Cost reduction is the driving force behind countless business and HR decisions. That’s why many companies choose to work with PEOs (Professional Employer Organizations). However, some businesses are under the wrong impression that PEOs save time but don’t save money.
The origin of the myth is simple. While many aspects of working with common HR outsourcing forms are beneficial, they primarily save you time rather than money.
Meanwhile, a professional employer organization offers several ways to reduce costs. According to a 2019 study by the National Association of Professional Employer Organizations, the average ROI of working with a PEO is 27.2%.
Let’s debunk the cost reduction myth.
Do Other HR Outsourcing Solutions Reduce Costs?
Besides PEO, other types of HR outsourcing services are:
- Dedicated Payroll Processors – Companies that take over your payroll calculation, administration, and compliance.
- Administrative Services Organizations (ASOs) – Companies that offer selective HR support, including payroll processing, benefits administration, and compliance guidance.
These solutions come with a variety of benefits. However, most of them have to do with saving time for your internal HR team.
By delegating time-consuming payroll processing or benefits administration to an HR support partner, your HR department gains valuable time to focus on core functions that include improving company culture, resolving employee conflicts, focusing on leadership development, supporting DEI, and more.
However, neither of the above solutions comes with direct cost-reducing benefits.
How do PEOs Reduce Costs?
Just as other HR outsourcing solutions, professional employer organizations can help your HR team save money.
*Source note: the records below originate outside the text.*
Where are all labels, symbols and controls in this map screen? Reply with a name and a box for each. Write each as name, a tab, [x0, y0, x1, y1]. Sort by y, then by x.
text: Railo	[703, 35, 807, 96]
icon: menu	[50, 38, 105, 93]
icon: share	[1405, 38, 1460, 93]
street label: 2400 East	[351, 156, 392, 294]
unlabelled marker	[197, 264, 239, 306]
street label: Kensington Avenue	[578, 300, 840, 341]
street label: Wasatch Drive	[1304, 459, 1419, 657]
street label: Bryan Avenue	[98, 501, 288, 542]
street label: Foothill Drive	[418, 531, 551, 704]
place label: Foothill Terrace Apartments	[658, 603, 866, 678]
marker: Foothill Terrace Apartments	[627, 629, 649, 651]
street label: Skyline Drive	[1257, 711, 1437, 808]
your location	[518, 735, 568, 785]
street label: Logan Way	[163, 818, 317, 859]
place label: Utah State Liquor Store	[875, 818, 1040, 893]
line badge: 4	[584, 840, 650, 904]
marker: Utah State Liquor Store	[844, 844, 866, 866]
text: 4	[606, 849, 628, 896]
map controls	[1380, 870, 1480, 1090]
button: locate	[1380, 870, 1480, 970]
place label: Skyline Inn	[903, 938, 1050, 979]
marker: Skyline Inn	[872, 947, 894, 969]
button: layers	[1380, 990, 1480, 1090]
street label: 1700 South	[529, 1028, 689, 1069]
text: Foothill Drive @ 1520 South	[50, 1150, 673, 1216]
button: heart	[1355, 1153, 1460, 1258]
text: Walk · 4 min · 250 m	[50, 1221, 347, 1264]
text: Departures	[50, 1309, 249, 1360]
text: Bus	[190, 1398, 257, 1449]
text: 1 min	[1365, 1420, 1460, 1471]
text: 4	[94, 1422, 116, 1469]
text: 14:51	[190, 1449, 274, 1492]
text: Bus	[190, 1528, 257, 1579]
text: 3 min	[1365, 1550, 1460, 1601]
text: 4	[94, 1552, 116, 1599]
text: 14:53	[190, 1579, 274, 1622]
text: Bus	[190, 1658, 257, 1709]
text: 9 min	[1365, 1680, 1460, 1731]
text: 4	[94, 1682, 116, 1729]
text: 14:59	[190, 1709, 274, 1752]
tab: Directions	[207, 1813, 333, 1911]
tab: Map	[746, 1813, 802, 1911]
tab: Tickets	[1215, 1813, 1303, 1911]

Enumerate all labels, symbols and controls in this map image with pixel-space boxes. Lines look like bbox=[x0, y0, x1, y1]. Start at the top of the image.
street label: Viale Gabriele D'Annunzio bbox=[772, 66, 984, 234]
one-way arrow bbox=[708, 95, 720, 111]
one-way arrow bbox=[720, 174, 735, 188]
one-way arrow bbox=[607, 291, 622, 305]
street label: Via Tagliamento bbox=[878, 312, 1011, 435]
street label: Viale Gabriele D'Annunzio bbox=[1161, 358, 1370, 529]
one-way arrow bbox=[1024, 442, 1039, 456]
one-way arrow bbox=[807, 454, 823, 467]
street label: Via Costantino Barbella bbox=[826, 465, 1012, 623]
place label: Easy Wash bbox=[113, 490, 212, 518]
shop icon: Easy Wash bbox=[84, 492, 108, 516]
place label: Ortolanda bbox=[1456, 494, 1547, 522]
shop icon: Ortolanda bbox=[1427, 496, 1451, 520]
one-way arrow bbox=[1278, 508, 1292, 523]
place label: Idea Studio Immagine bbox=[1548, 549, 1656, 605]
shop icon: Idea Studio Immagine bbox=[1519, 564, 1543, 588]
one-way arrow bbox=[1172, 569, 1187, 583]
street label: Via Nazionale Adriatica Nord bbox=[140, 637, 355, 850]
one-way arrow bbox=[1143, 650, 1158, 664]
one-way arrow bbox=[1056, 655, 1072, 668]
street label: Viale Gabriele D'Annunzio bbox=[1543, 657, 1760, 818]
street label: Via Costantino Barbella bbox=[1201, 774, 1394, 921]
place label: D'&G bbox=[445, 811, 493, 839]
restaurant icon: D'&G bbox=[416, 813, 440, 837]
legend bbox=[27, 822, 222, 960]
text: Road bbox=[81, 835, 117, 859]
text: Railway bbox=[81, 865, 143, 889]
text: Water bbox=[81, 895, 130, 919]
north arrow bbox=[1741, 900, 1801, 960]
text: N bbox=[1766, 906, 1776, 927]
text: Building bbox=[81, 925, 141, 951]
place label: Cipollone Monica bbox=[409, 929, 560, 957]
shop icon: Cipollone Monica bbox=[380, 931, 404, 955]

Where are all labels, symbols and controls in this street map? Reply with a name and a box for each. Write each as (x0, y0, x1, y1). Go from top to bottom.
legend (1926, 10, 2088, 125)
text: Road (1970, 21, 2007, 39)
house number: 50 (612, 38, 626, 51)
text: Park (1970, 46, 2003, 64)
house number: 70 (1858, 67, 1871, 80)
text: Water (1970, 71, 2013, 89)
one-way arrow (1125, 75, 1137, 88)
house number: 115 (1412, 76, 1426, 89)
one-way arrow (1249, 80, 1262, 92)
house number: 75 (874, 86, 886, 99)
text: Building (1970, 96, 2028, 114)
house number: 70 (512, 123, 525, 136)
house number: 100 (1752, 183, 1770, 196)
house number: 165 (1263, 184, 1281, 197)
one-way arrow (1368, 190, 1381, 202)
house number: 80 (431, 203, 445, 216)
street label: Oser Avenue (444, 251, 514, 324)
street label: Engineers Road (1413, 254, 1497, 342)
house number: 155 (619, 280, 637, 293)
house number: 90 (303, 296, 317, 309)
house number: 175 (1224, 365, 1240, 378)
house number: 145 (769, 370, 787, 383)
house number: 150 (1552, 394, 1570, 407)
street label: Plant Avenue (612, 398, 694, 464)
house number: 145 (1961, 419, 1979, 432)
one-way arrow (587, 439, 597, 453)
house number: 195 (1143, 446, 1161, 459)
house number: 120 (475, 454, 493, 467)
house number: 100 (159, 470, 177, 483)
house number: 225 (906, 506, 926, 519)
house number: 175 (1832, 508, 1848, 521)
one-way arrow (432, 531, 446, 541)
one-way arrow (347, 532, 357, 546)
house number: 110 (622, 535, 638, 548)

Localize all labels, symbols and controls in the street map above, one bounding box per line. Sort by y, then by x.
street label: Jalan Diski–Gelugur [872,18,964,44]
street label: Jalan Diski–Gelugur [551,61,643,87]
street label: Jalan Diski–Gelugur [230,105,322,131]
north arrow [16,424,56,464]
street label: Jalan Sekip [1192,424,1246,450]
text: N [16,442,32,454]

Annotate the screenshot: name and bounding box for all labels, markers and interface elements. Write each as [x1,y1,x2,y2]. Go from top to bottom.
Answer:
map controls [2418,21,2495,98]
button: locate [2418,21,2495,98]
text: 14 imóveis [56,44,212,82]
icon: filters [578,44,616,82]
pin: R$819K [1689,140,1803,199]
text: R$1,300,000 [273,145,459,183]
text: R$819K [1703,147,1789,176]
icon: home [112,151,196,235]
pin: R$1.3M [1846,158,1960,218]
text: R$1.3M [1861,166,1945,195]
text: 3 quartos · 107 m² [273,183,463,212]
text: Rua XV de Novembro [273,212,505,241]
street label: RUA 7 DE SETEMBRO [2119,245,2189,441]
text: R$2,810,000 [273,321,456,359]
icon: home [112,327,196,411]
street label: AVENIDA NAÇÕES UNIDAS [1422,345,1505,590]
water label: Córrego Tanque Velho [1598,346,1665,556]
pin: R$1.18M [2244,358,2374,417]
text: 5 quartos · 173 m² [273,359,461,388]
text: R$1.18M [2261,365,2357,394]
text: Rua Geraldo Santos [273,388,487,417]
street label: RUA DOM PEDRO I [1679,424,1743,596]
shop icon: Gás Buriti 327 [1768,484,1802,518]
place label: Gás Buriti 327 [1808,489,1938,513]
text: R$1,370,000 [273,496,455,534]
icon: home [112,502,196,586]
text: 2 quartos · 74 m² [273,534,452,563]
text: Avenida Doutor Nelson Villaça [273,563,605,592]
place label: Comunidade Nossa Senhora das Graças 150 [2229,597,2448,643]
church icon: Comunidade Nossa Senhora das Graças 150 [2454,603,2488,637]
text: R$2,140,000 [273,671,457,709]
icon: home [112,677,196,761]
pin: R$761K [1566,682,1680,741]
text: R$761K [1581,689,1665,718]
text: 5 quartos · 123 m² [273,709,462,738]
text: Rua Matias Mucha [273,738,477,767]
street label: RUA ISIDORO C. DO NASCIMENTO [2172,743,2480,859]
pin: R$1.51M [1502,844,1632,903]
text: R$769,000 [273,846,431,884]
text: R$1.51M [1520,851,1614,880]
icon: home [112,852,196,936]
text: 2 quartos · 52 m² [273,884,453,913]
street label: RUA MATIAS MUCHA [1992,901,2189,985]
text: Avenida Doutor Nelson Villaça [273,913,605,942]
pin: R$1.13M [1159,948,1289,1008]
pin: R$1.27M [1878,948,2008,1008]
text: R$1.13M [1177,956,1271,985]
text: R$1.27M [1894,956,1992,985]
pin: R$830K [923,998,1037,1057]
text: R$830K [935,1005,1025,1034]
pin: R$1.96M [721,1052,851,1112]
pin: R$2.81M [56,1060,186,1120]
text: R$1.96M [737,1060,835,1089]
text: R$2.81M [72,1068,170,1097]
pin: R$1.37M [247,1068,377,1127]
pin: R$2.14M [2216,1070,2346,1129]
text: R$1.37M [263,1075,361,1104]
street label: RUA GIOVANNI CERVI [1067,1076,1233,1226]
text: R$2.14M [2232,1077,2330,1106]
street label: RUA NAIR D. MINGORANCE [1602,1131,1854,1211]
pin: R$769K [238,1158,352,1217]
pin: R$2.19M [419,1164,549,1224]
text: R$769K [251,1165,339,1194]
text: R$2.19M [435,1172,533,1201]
Additionally, they can do what others cannot – cut costs. Here is how.
HR Administration
One of the key reasons why companies outsource HR is the need to delegate administrative tasks, such as payroll processing (that can take 10+ hours per month) and benefits administration.
Similar to payroll processors and ASOs, a PEO can handle all the necessary administrative tasks to give your internal team enough time to focus on key HR functions.
However, unlike ASOs and payment processors, a PEO can also remit payroll taxes, using its own EIN (Employer Identification Number). This doesn’t just save you time but also cuts costs associated with tax-paying liability and compliance.
Workers Compensation
Depending on the state you live in, outsourcing HR to a PEO can reduce workers’ comp costs. By taking advantage of the PEO’s experience rate, you can pay lower premiums on workers’ compensation insurance.
This is especially important for new companies without any claim history. As you become a part of the PEO’s client pool, each claim starts having a less drastic effect on the premium.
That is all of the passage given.